EXERCISE AIM: The entries shown here must be retyped in full, with no pictures included.

------

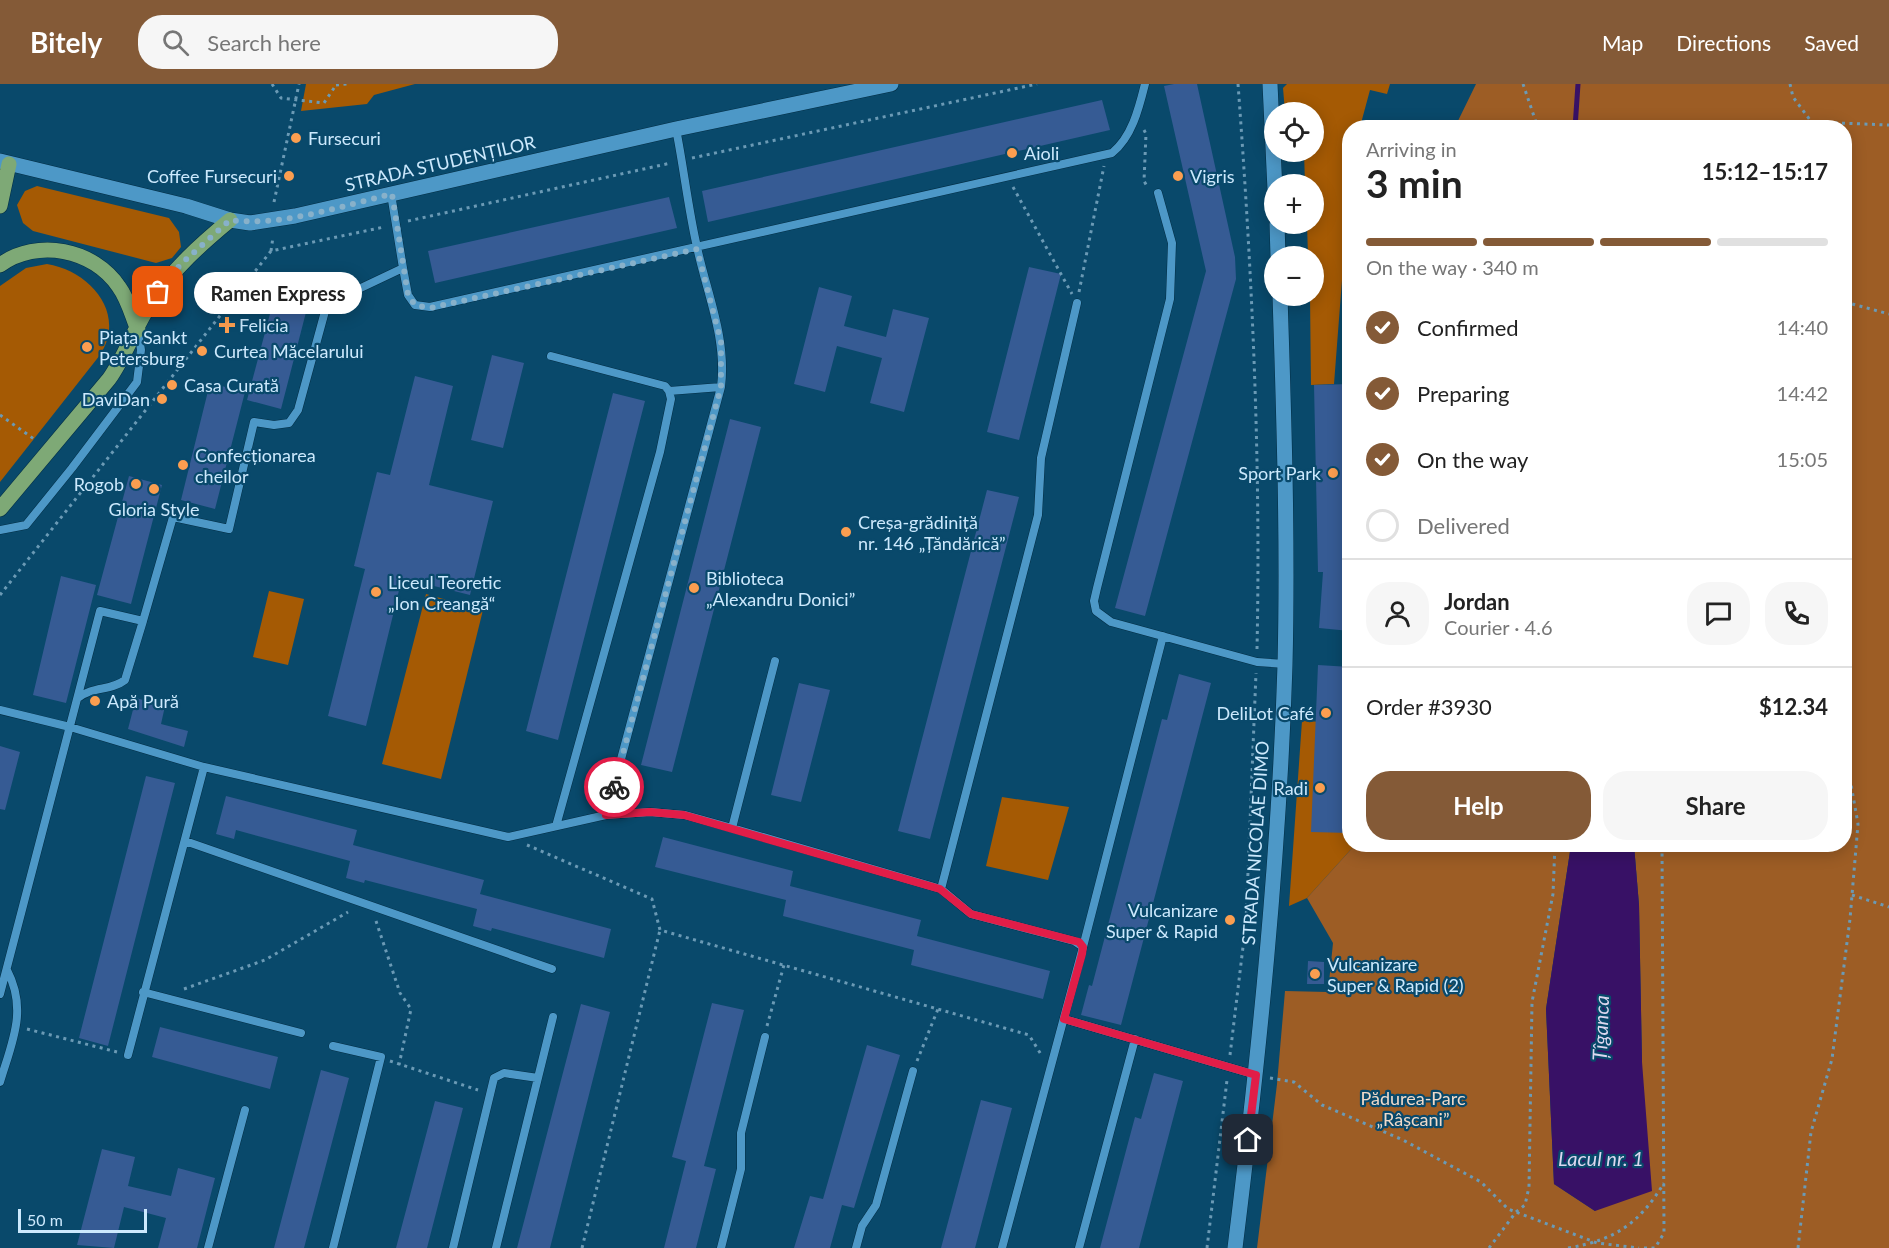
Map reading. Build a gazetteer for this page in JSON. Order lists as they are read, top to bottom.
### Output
{
  "streets": {
    "main road": ["STRADA STUDENȚILOR", "STRADA NICOLAE DIMO"]
  },
  "water": ["Țîganca", "Lacul nr. 1"],
  "parks": ["Pădurea-Parc „Râșcani”"],
  "places": {
    "other": [
      "Fursecuri",
      "Aioli",
      "Coffee Fursecuri",
      "Vigris",
      "Ramen Express",
      "Piața Sankt Petersburg",
      "Curtea Măcelarului",
      "Casa Curată",
      "DaviDan",
      "Confecționarea cheilor",
      "Sport Park",
      "Rogob",
      "Gloria Style",
      "Creșa-grădiniță nr. 146 „Țăndărică”",
      "Biblioteca „Alexandru Donici”",
      "Liceul Teoretic „Ion Creangă“",
      "Apă Pură",
      "DeliLot Café",
      "Radi",
      "Vulcanizare Super & Rapid",
      "Vulcanizare Super & Rapid (2)"
    ],
    "health": ["Felicia"]
  },
  "scale_bar": "50 m",
  "page": {
    "header": "Bitely",
    "search": "Search here",
    "nav": ["Map", "Directions", "Saved"],
    "map_buttons": ["+", "−"],
    "heading": ["3 min", "Arriving in", "15:12–15:17"],
    "panel": [
      "Jordan",
      "Courier · 4.6",
      "Order #3930",
      "$12.34"
    ],
    "bar": "On the way · 340 m",
    "bubble": "Ramen Express",
    "list": [
      ["Confirmed", "14:40"],
      ["Preparing", "14:42"],
      ["On the way", "15:05"],
      "Delivered"
    ],
    "buttons": ["Help", "Share"],
    "scale": "50 m"
  }
}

------

SOLUTION:
Map reading. Build a gazetteer for this page in JSON. Order lists as they are read, top to bottom.
### Output
{
  "streets": {
    "main road": ["STRADA STUDENȚILOR", "STRADA NICOLAE DIMO"]
  },
  "water": ["Țîganca", "Lacul nr. 1"],
  "parks": ["Pădurea-Parc „Râșcani”"],
  "places": {
    "other": [
      "Fursecuri",
      "Aioli",
      "Coffee Fursecuri",
      "Vigris",
      "Ramen Express",
      "Piața Sankt Petersburg",
      "Curtea Măcelarului",
      "Casa Curată",
      "DaviDan",
      "Confecționarea cheilor",
      "Sport Park",
      "Rogob",
      "Gloria Style",
      "Creșa-grădiniță nr. 146 „Țăndărică”",
      "Biblioteca „Alexandru Donici”",
      "Liceul Teoretic „Ion Creangă“",
      "Apă Pură",
      "DeliLot Café",
      "Radi",
      "Vulcanizare Super & Rapid",
      "Vulcanizare Super & Rapid (2)"
    ],
    "health": ["Felicia"]
  },
  "scale_bar": "50 m",
  "page": {
    "header": "Bitely",
    "search": "Search here",
    "nav": ["Map", "Directions", "Saved"],
    "map_buttons": ["+", "−"],
    "heading": ["3 min", "Arriving in", "15:12–15:17"],
    "panel": [
      "Jordan",
      "Courier · 4.6",
      "Order #3930",
      "$12.34"
    ],
    "bar": "On the way · 340 m",
    "bubble": "Ramen Express",
    "list": [
      ["Confirmed", "14:40"],
      ["Preparing", "14:42"],
      ["On the way", "15:05"],
      "Delivered"
    ],
    "buttons": ["Help", "Share"],
    "scale": "50 m"
  }
}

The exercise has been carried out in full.